**Description of the task**
After finding the line with "display:grid; place-items:center; width:34px;" in the entries below, retype exactly each line from there through the line with "padding:0 16px; list-style:none", including that final line.

**Data to examine**
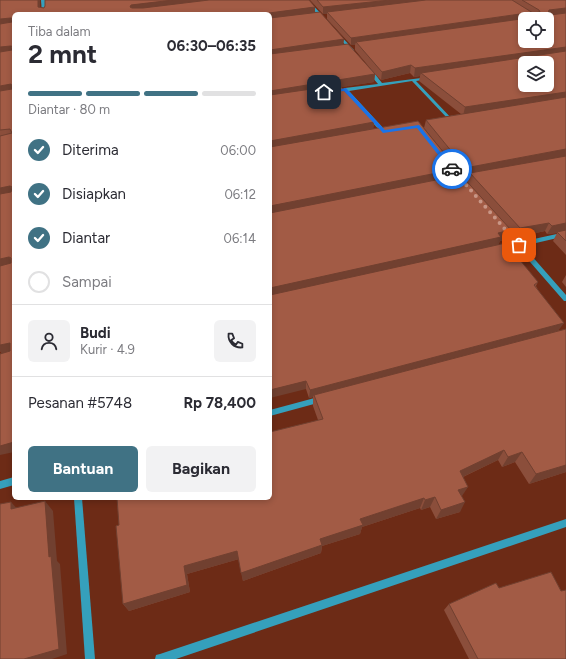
<!DOCTYPE html>
<html lang="id">
<head>
<meta charset="utf-8">
<style>
  :root { --surface:#fff; --page:#f2f2f3; --text:#2b2b33; --muted:#7c7c81; --line:#e1e1e2; --accent:#407284 }
  body { margin:0; font-family:Figtree,sans-serif; background:var(--page); color:var(--text); height:100vh; display:flex; flex-direction:column; font-size:15px; white-space:nowrap }
  * { box-sizing:border-box; margin:0 }
  p { font-size:13px; color:var(--muted) }
  .icon { flex:none; width:22px; height:22px; fill:none; stroke:currentColor; stroke-width:2; stroke-linecap:round; stroke-linejoin:round }
  .map { position:relative; flex:1; overflow:hidden }
  .side { position:absolute; left:12px; top:12px; width:260px; height:488px; display:flex; flex-direction:column; background:var(--surface); border-radius:6px; box-shadow:0 2px 6px #0003 }
  .side>* { flex:none }
  .controls { position:absolute; left:518px; top:12px; display:grid; gap:8px }
  .controls a { display:grid; place-items:center; width:36px; height:36px; border-radius:6px; background:var(--surface); box-shadow:0 2px 6px #0003; font-size:20px }
  .pin { position:absolute; display:grid; place-items:center; width:34px; height:34px; color:#fff; margin:-17px; border-radius:8px; box-shadow:0 2px 6px #0006 }
  .courier { position:absolute; display:grid; place-items:center; width:40px; height:40px; margin:-20px; border:3px solid #1a73e8; border-radius:50%; background:#fff; color:#222; box-shadow:0 1px 5px #0007 }
  .headline em { font-style:normal; font-weight:700 }
  .headline div { display:flex; flex-direction:column-reverse }
  .headline { display:flex; align-items:center; justify-content:space-between; height:68px; padding:0 16px }
  h1 { font-size:26px; font-weight:700; line-height:30px }
  .bar { display:grid; grid-template-columns:repeat(4,1fr); gap:6px 4px; align-content:center; height:48px; padding:0 16px }
  .bar i { height:5px; border-radius:3px; background:var(--line) }
  .bar .current { background:var(--accent) }
  .bar p { grid-column:span 4 }
  .line { display:flex; align-items:center; gap:10px; padding:0 16px; border-top:1px solid var(--line) }
  .line div { flex:1 }
  .round { display:grid; place-items:center; flex:none; width:42px; height:42px; border-radius:6px; background:var(--page) }
  ol { padding:0 16px; list-style:none }
  li { display:flex; align-items:center; gap:12px; height:44px }
  li p { margin-inline-start:auto }
  li .icon { padding:4px; border-radius:50%; background:var(--accent); color:#fff; stroke-width:4 }
  li:last-child { color:var(--muted) }
  li i { width:22px; height:22px; border:2px solid var(--line); border-radius:50% }
  .action { display:flex; gap:8px; margin-top:auto; padding:8px 16px }
  .action a { flex:1; height:46px; border-radius:6px; background:var(--accent); color:#fff; font-size:16px; font-weight:700; line-height:46px; text-align:center }
  .action a+a { background:var(--page); color:var(--text) }
  .map>svg:first-child { display:block }
  .lines { fill:none; stroke-linecap:round; stroke-linejoin:round }
  .minor { fill:#35a0bc; fill-rule:evenodd }
  .wall { fill:#8b4e3b; fill-rule:evenodd }
  .shaded-wall { fill:#714030 }
  .building { fill:#a25b45; stroke:#714030; fill-rule:evenodd }
  .route { fill:#1a73e8 }
  .done { stroke:#c89686; stroke-width:4; stroke-dasharray:0 7.2 }
</style>
</head>
<body>
<div class="map">
<svg width="566" height="659" viewBox="0 0 566 659">
  <rect width="100%" height="100%" fill="#6d2b16"/>
  <g class="lines">
    <!-- minor -->
    <g class="minor">
      <polygon points="41,0 45,0 46,14 42,14"/>
      <polygon points="304,0 308,0 324,17 324,19 322,19"/>
      <polygon points="336,33 338,33 354,50 354,52 352,52 336,35"/>
      <polygon points="367,69 371,69 382,83 429,77 429,79 416,81 454,121 451,123 447,123 447,122 449,120 412,81 349,91 385,130 388,130 390,131 382,133 344,91 341,90 345,88 378,84 367,71"/>
      <polygon points="503,225 505,226 520,242 566,232 566,236 523,246 566,295 566,301 564,301 517,247 500,251 498,250 497,249 498,248 514,244 500,227"/>
      <polygon points="322,396 325,397 326,399 325,401 270,416 270,410"/>
      <polygon points="14,477 14,485 0,489 0,481"/>
      <polygon points="74,498 82,498 95,659 85,659"/>
      <polygon points="566,519 566,527 176,659 155,659 156,655 160,654"/>
    </g>
  </g>
  <!-- wall -->
  <g class="wall">
    <path d="M0 0H40V7L44 8 315 13 344 39 343 44 375 74 355 50V45H351L327 19V14H323L310 0H566V255L553 241 557 233 547 234 545 231 517 237 511 231 508 239 500 241 498 245 538 282 536 286 559 331 566 472 529 484 515 462 502 467 498 460 463 477 462 496V497L460 512 436 519 430 507 421 510 420 508 362 527 360 534 322 546 321 553 243 581 239 559 187 574 190 592 129 611 123 604 119 525 318 420 313 406V397L309 398 306 389 270 14H14V452L2 353 0 351ZM410 73 414 77 420 76 419 81 461 114 426 120 424 128 463 176 469 175 467 182 455 176 373 129 374 122 341 87 374 82 375 74 381 80Z"/>
    <polygon points="566,275 566,287 562,282"/>
    <polygon points="499,588 561,591 566,659 469,659 444,610 449,604"/>
  </g>
  <!-- shaded-wall -->
  <g class="shaded-wall">
    <polygon points="38,0 40,0 40,14 38,7"/>
    <polygon points="173,0 234,0 131,14 130,7 131,5"/>
    <polygon points="390,0 459,0 327,12 327,14 323,14 323,7"/>
    <polygon points="315,7 315,15 270,21 270,14 269,13"/>
    <polygon points="566,8 566,16 546,19 549,10"/>
    <polygon points="527,13 525,19 356,42 355,45 351,45 351,38"/>
    <polygon points="11,18 14,26 0,27 0,19"/>
    <polygon points="344,39 343,47 270,57 270,50"/>
    <polygon points="11,46 14,54 0,55 0,47"/>
    <polygon points="566,47 566,54 421,73 420,76 414,77 415,68"/>
    <polygon points="411,65 410,73 381,80 382,72"/>
    <polygon points="375,74 374,82 270,99 270,91"/>
    <polygon points="11,84 14,93 0,94 0,86"/>
    <polygon points="566,92 566,99 463,116 465,107"/>
    <polygon points="374,122 373,131 270,149 270,141"/>
    <polygon points="566,149 566,157 470,173 469,175 463,176 465,168"/>
    <polygon points="457,169 454,178 270,214 270,206"/>
    <polygon points="10,186 14,195 0,198 0,188"/>
    <polygon points="549,223 545,231 517,237 520,228"/>
    <polygon points="566,223 566,231 557,232 557,233 547,234 552,226"/>
    <polygon points="511,230 508,239 500,241 498,246 270,296 270,288"/>
    <polygon points="9,257 14,266 0,268 0,259"/>
    <polygon points="564,323 558,331 314,395 313,397 309,398 310,390"/>
    <polygon points="10,343 14,350 2,354 0,351 0,345"/>
    <polygon points="306,381 306,389 270,398 270,390"/>
    <polygon points="14,442 14,452 0,455 0,446"/>
    <polygon points="504,450 498,460 454,481 460,471"/>
    <polygon points="522,452 515,462 502,467 508,457"/>
    <polygon points="566,465 566,472 529,484 536,474"/>
    <polygon points="468,487 462,496 453,499 458,490"/>
    <polygon points="435,497 430,507 421,510 425,500"/>
    <polygon points="424,498 420,508 362,527 360,534 322,546 321,553 243,581 241,573 360,519"/>
    <polygon points="45,501 53,511 57,561 60,564 67,654 52,659 24,659 49,557"/>
    <polygon points="11,502 20,512 11,509"/>
    <polygon points="465,502 460,512 436,519 441,510"/>
    <polygon points="237,551 239,559 187,574 190,592 129,611 123,604 184,566"/>
  </g>
  <!-- building -->
  <g class="building">
    <polygon points="0,0 38,0 38,7 44,8 45,6 45,0 173,0 131,5 130,7 132,8 143,8 209,0 309,0 315,7 269,13 269,14 14,14 14,442 0,446 0,354 10,351 10,343 0,345 0,266 11,263 11,258 9,257 0,259 0,194 11,192 12,187 10,186 0,188 0,136 12,133 10,129 0,130 0,91 12,89 12,86 11,84 0,86 0,52 12,50 13,47 11,46 0,47 0,24 12,22 13,19 11,18 0,19"/>
    <polygon points="317,0 390,0 323,7"/>
    <path d="M426 0H512L533 13 540 12 539 10 522 0H566V8L549 10 548 13 550 15 566 13V47L415 68 411 65 382 72 356 42 528 18 529 14 527 13 351 38 327 12ZM525 19H547V41H525Z"/>
    <polygon points="320,12 344,39 270,50 270,18"/>
    <polygon points="348,44 375,74 270,91 270,54"/>
    <path d="M566 51V92L465 107 421 73ZM525 63H547V85H525Z"/>
    <polygon points="339,85 374,122 270,141 270,95"/>
    <polygon points="566,97 566,149 465,168 426,120"/>
    <polygon points="418,121 457,169 270,206 270,147"/>
    <polygon points="566,156 566,223 552,226 549,223 520,228 470,173"/>
    <polygon points="461,175 511,230 498,233 501,237 270,288 270,213"/>
    <polygon points="566,230 566,241 557,232"/>
    <polygon points="506,243 538,282 534,285 564,323 310,390 306,381 270,390 270,295"/>
    <polygon points="566,329 566,465 536,474 522,452 508,457 504,450 460,471 468,487 458,490 465,502 441,510 435,497 425,500 424,498 360,519 363,525 320,539 322,545 241,573 237,551 184,566 187,585 123,604 116,526 119,525 117,498 270,498 270,432 323,419 314,395"/>
    <polygon points="45,501 49,557 51,556 59,649 24,659 0,659 0,504 11,502 11,509"/>
    <polygon points="551,572 561,591 566,590 566,659 478,659 449,604 496,583 499,588"/>
  </g>
  <!-- route -->
  <polygon class="route" points="346,88 385,130 419,125 453,168 453,170 450,170 417,128 383,133 344,91 324,93 322,92"/>
  <g class="lines">
    <!-- done -->
    <polyline class="done" points="452,169 519,245"/>
  </g>
</svg>
<div class="controls">
<a><svg class="icon" aria-label="locate" viewBox="0 0 24 24"><circle cx="12" cy="12" r="6"/><path d="M12 2v4M12 18v4M2 12h4M18 12h4"/></svg></a>
<a><svg class="icon" aria-label="layers" viewBox="0 0 24 24"><path d="M12 4l9 5-9 5-9-5zM3 14l9 5 9-5"/></svg></a>
</div>
<div class="pin" style="left:519px;top:245px;background:#ea580c"><svg class="icon" aria-label="bag" viewBox="0 0 24 24"><path d="M5 8h14l-1 12H6zM9 8a3 3 0 0 1 6 0"/></svg></div>
<div class="pin" style="left:324px;top:92px;background:#1f2937"><svg class="icon" aria-label="home" viewBox="0 0 24 24"><path d="M3 11l9-7 9 7M6 9v11h12V9"/></svg></div>
<div class="courier" style="left:452px;top:169px"><svg class="icon" aria-label="car" viewBox="0 0 24 24"><path d="M5 17H2v-5l4-1 3-4h7l3 4 3 1v5h-3M9 17h6M6 11h13"/><circle cx="7" cy="17" r="2"/><circle cx="17" cy="17" r="2"/></svg></div>
<section class="side">
<div class="headline"><div><h1>2 mnt</h1><p>Tiba dalam</p></div><em>06:30–06:35</em></div>
<div class="bar"><i class="current"></i><i class="current"></i><i class="current"></i><i></i><p>Diantar · 80 m</p></div>
<ol>
<li><svg class="icon" aria-label="check" viewBox="0 0 24 24"><path d="M5 12l5 5 9-10"/></svg>Diterima<p>06:00</p></li>
<li><svg class="icon" aria-label="check" viewBox="0 0 24 24"><path d="M5 12l5 5 9-10"/></svg>Disiapkan<p>06:12</p></li>
<li><svg class="icon" aria-label="check" viewBox="0 0 24 24"><path d="M5 12l5 5 9-10"/></svg>Diantar<p>06:14</p></li>
<li><i></i>Sampai</li>
</ol>
<div class="line" style="height:72px"><a class="round"><svg class="icon" aria-label="person" viewBox="0 0 24 24"><circle cx="12" cy="8" r="4"/><path d="M4 21q1-7 8-7t8 7"/></svg></a><div><b>Budi</b><p>Kurir · 4.9</p></div><a class="round"><svg class="icon" aria-label="phone" viewBox="0 0 24 24"><path d="M5 4h4l2 5-3 2q2 4 5 5l2-3 5 2v4C11 20 4 13 5 4z"/></svg></a></div>
<div class="line" style="height:52px"><div>Pesanan #5748</div><b>Rp 78,400</b></div>
<div class="action"><a>Bantuan</a><a>Bagikan</a></div>
</section>
</div>
</body>
</html>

**Task solution**
  .pin { position:absolute; display:grid; place-items:center; width:34px; height:34px; color:#fff; margin:-17px; border-radius:8px; box-shadow:0 2px 6px #0006 }
  .courier { position:absolute; display:grid; place-items:center; width:40px; height:40px; margin:-20px; border:3px solid #1a73e8; border-radius:50%; background:#fff; color:#222; box-shadow:0 1px 5px #0007 }
  .headline em { font-style:normal; font-weight:700 }
  .headline div { display:flex; flex-direction:column-reverse }
  .headline { display:flex; align-items:center; justify-content:space-between; height:68px; padding:0 16px }
  h1 { font-size:26px; font-weight:700; line-height:30px }
  .bar { display:grid; grid-template-columns:repeat(4,1fr); gap:6px 4px; align-content:center; height:48px; padding:0 16px }
  .bar i { height:5px; border-radius:3px; background:var(--line) }
  .bar .current { background:var(--accent) }
  .bar p { grid-column:span 4 }
  .line { display:flex; align-items:center; gap:10px; padding:0 16px; border-top:1px solid var(--line) }
  .line div { flex:1 }
  .round { display:grid; place-items:center; flex:none; width:42px; height:42px; border-radius:6px; background:var(--page) }
  ol { padding:0 16px; list-style:none }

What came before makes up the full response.